### INSTRUCTIONS FOR THE TASK
Word for word, copy the entire listing below, but do not carry over any pictures.

### DATA SECTION

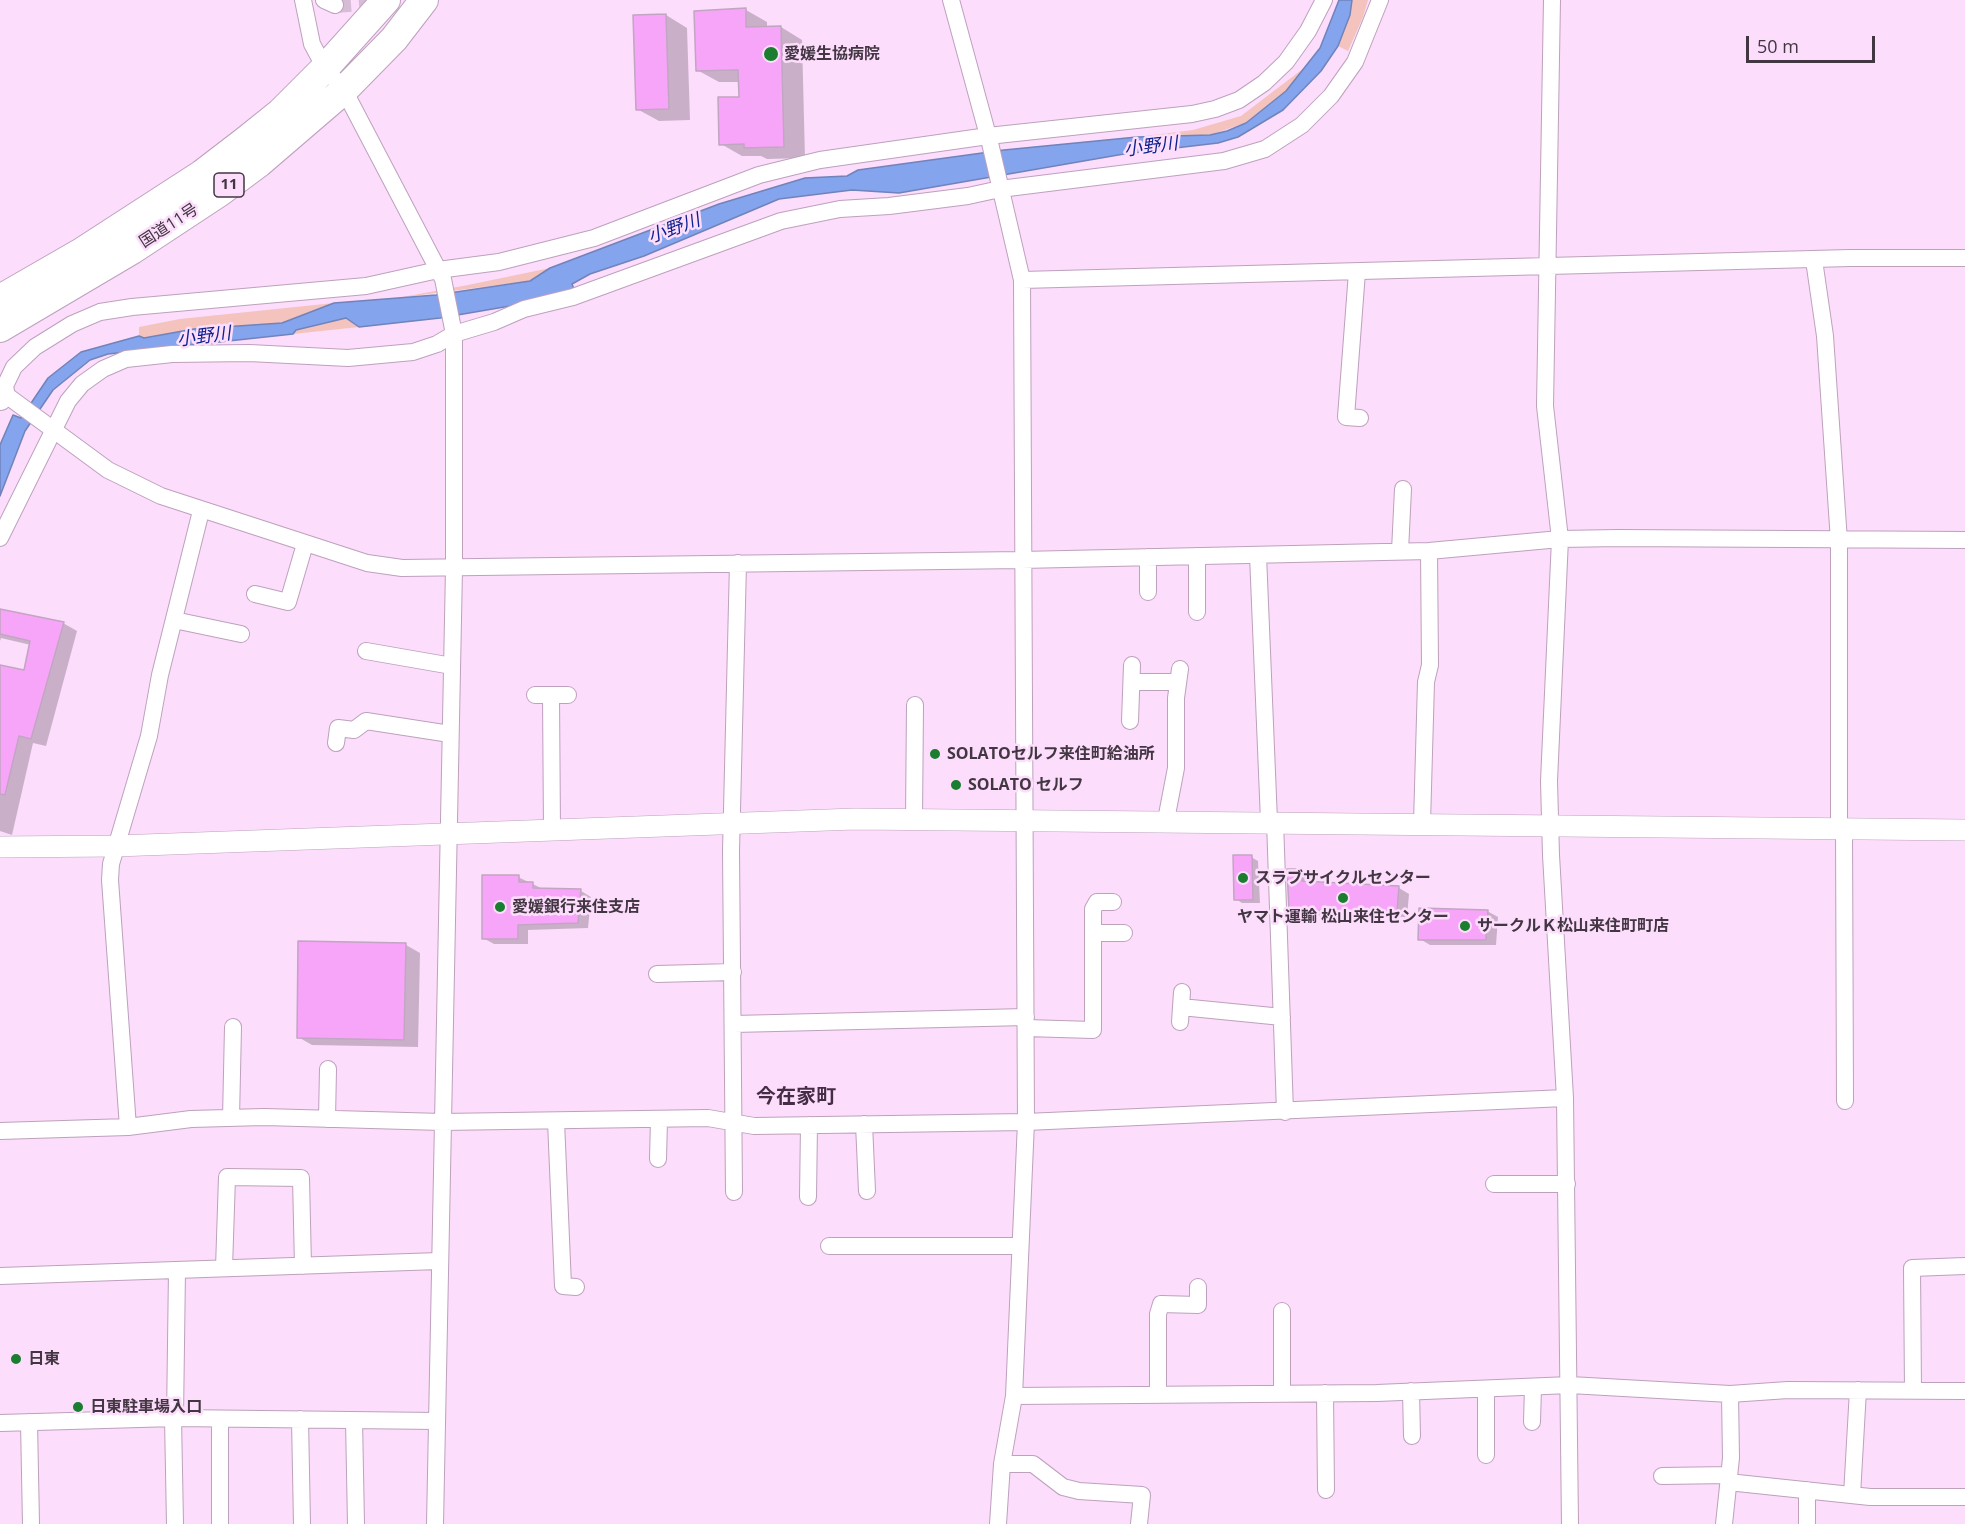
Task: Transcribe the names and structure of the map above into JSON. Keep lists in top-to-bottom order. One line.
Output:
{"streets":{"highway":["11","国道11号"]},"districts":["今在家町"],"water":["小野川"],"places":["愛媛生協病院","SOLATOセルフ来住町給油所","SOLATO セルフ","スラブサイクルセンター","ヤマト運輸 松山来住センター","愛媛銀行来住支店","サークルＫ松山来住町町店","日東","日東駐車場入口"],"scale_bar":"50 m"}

### RESPONSE
Task: Transcribe the names and structure of the map above into JSON. Keep lists in top-to-bottom order. One line.
Output:
{"streets":{"highway":["11","国道11号"]},"districts":["今在家町"],"water":["小野川"],"places":["愛媛生協病院","SOLATOセルフ来住町給油所","SOLATO セルフ","スラブサイクルセンター","ヤマト運輸 松山来住センター","愛媛銀行来住支店","サークルＫ松山来住町町店","日東","日東駐車場入口"],"scale_bar":"50 m"}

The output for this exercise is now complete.